Na dodanym przez Annę Muchę zdjęciu widać aktorkę pozującą nad basenem w okularach przeciwsłonecznych i mocno wyciętym stroju kąpielowym. Na pierwszy rzut oka kadr mało pasuje do tematu wpisu, jednak aktorka wyjaśniła jego wybór. "Lubię te sytuacje porównywać do chwili, kiedy w upalny dzień stoisz nad basenem i zastanawiasz się, czy wskoczyć czy nie. Z jednej strony będzie miło, z drugiej pierwszy moment jest trudny: zimno i nieprzyjemnie" - napisała. Mucha przyznała, że doświadczyła takiej sytuacji, gdy ktoś nagle popchnął ją do zmiany.
Było mi za dobrze w życiu, żebym wskoczyła w ten producencki świat. Ale ktoś mnie do tego popchnął i w październiku ruszamy z kolejnym naszym spektaklem!

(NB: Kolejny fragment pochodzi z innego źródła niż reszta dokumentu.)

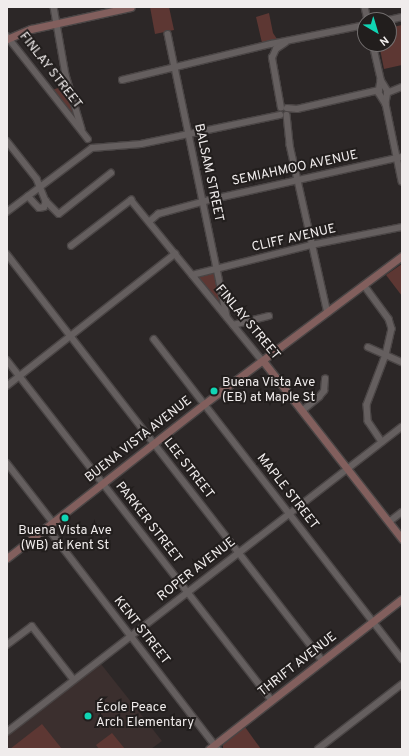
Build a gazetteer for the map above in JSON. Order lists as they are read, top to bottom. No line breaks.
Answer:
{"streets":{"street":["FINLAY STREET","SEMIAHMOO AVENUE","BALSAM STREET","CLIFF AVENUE","BUENA VISTA AVENUE","LEE STREET","MAPLE STREET","PARKER STREET","ROPER AVENUE","KENT STREET","THRIFT AVENUE"]},"crossings":[["FINLAY STREET","SEMIAHMOO AVENUE"],["FINLAY STREET","BALSAM STREET"],["FINLAY STREET","CLIFF AVENUE"],["FINLAY STREET","BUENA VISTA AVENUE"],["FINLAY STREET","ROPER AVENUE"],["SEMIAHMOO AVENUE","BALSAM STREET"],["BALSAM STREET","CLIFF AVENUE"],["BUENA VISTA AVENUE","LEE STREET"],["BUENA VISTA AVENUE","MAPLE STREET"],["BUENA VISTA AVENUE","PARKER STREET"],["BUENA VISTA AVENUE","KENT STREET"],["LEE STREET","ROPER AVENUE"],["LEE STREET","THRIFT AVENUE"],["MAPLE STREET","ROPER AVENUE"],["MAPLE STREET","THRIFT AVENUE"],["PARKER STREET","ROPER AVENUE"],["PARKER STREET","THRIFT AVENUE"],["ROPER AVENUE","KENT STREET"],["KENT STREET","THRIFT AVENUE"]],"places":["Buena Vista Ave (EB) at Maple St","Buena Vista Ave (WB) at Kent St","École Peace Arch Elementary"],"north":"bottom right"}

- wyjawiła. Post aktorka podsumowała stwierdzeniem, że ten, kto widzi na fotografii wyłącznie jej walory, "ten trąba". Wpis Muchy spotkał się z dość mieszanym odbiorem. Wiele osób gratulowało jej pomysłowości, inni jednak nie do końca kupili przesłanie. "Przecież takie były twoje oczekiwania. Żeby zobaczyć tego dużego c***a, który o mało nie wyszedł", "Gratuluję merytorycznego wpisu... Rodzice muszą być dumni", "Czy w tym spektaklu jest basen i przebranie jak na zdjęciu?" - czytamy.
Lwia część komentarzy pod postem dotyczyła także prezentowanego na zdjęciu wyglądu aktorki. Internauci nie szczędzili jej komplementów. Co ciekawe, do tej grupy dołączyła się Agnieszka Włodarczyk.
Kto nie zbliżył, ten dziwny
- napisała. Słowa Włodarczyk są o tyle zaskakujące, że trochę mijają się z przesłaniem, które próbowała przekazać we wpisie mucha. Aktorka nie zareagowała także na komplement koleżanki.